WORK INSTRUCTION
Count the lines below that hold the word "Любецька" and say how many, with no other text.
-------------------------
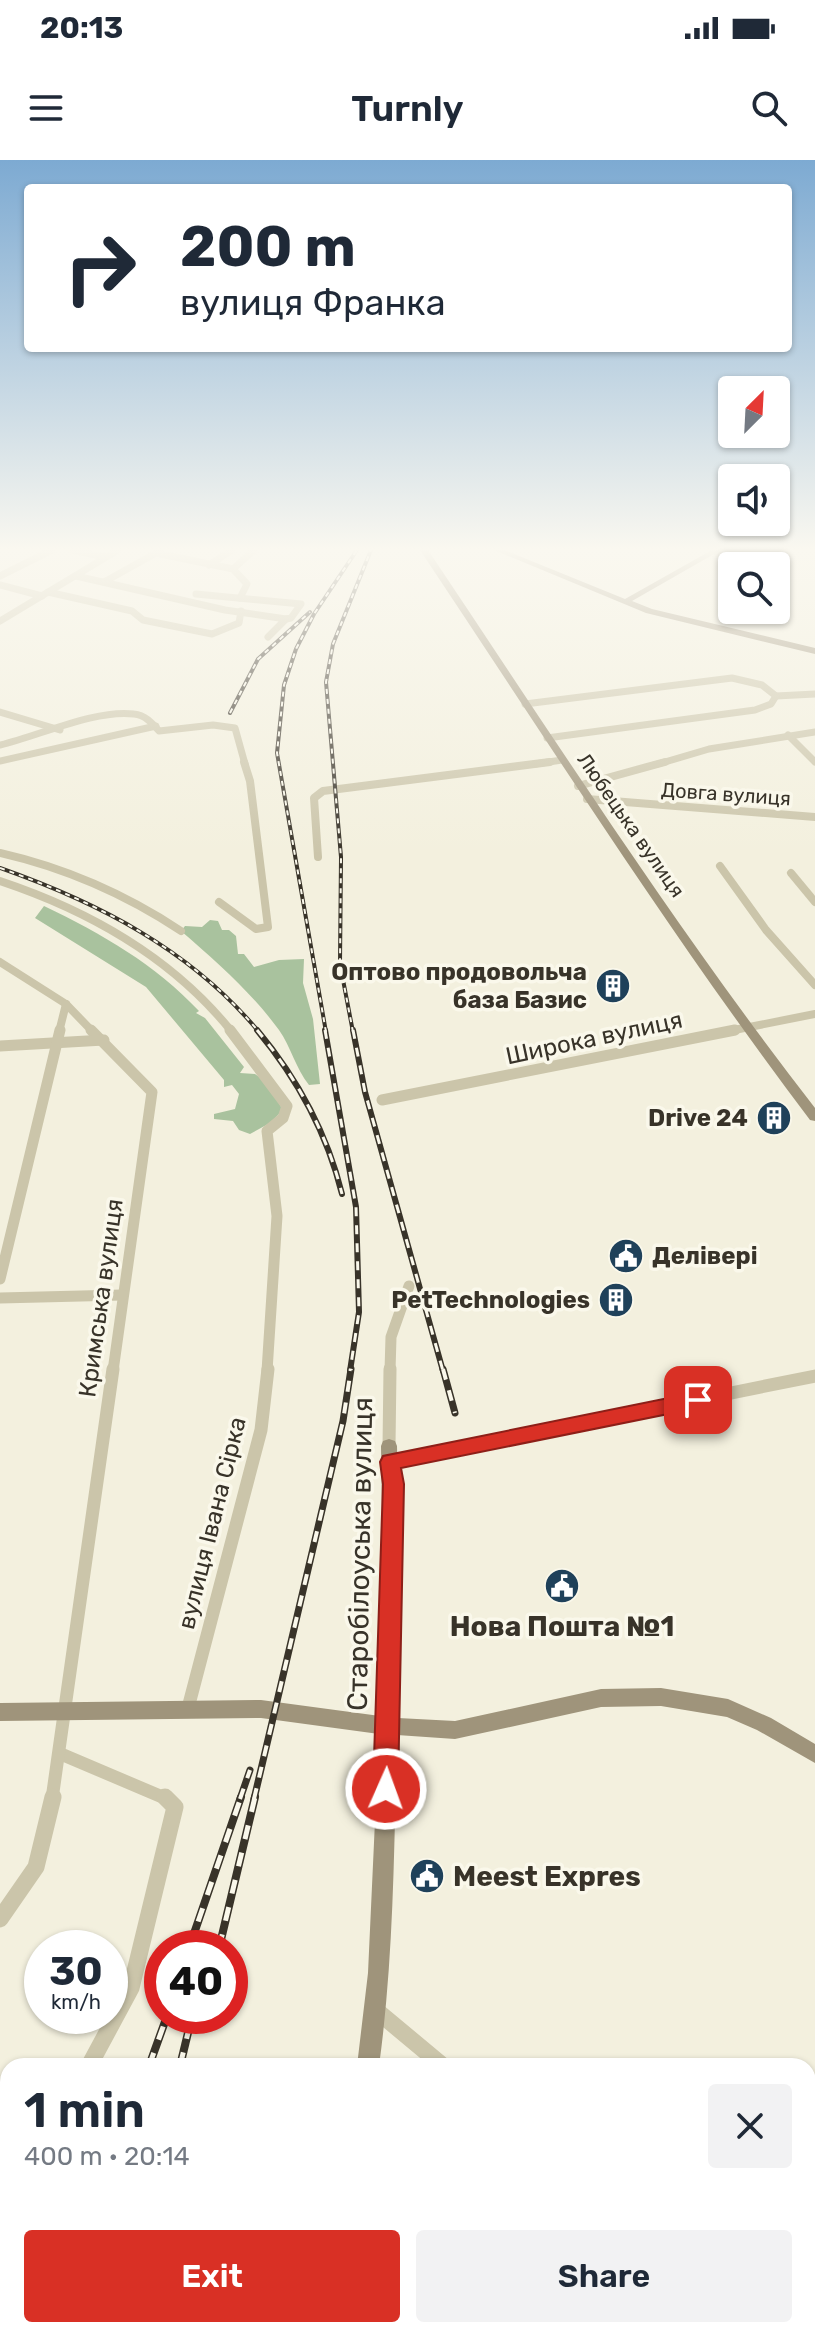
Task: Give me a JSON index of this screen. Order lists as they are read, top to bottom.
{
  "streets": {
    "main road": ["Любецька вулиця", "Старобілоуська вулиця"],
    "street": [
      "Довга вулиця",
      "Широка вулиця",
      "Кримська вулиця",
      "вулиця Івана Сірка"
    ]
  },
  "crossings": [
    ["Довга вулиця", "Любецька вулиця"],
    ["Любецька вулиця", "Широка вулиця"]
  ],
  "places": {
    "building": ["Оптово продовольча база Базис", "Drive 24", "PetTechnologies"],
    "public building": ["Делівері", "Нова Пошта №1", "Meest Expres"]
  },
  "north": "top right",
  "page": {
    "status": "20:13",
    "header": "Turnly",
    "turn": ["200 m", "вулиця Франка"],
    "speed": "30 km/h",
    "limit": "40",
    "heading": ["1 min", "400 m · 20:14"],
    "buttons": ["Exit", "Share"]
  }
}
-------------------------
ANSWER FOR THE TASK
3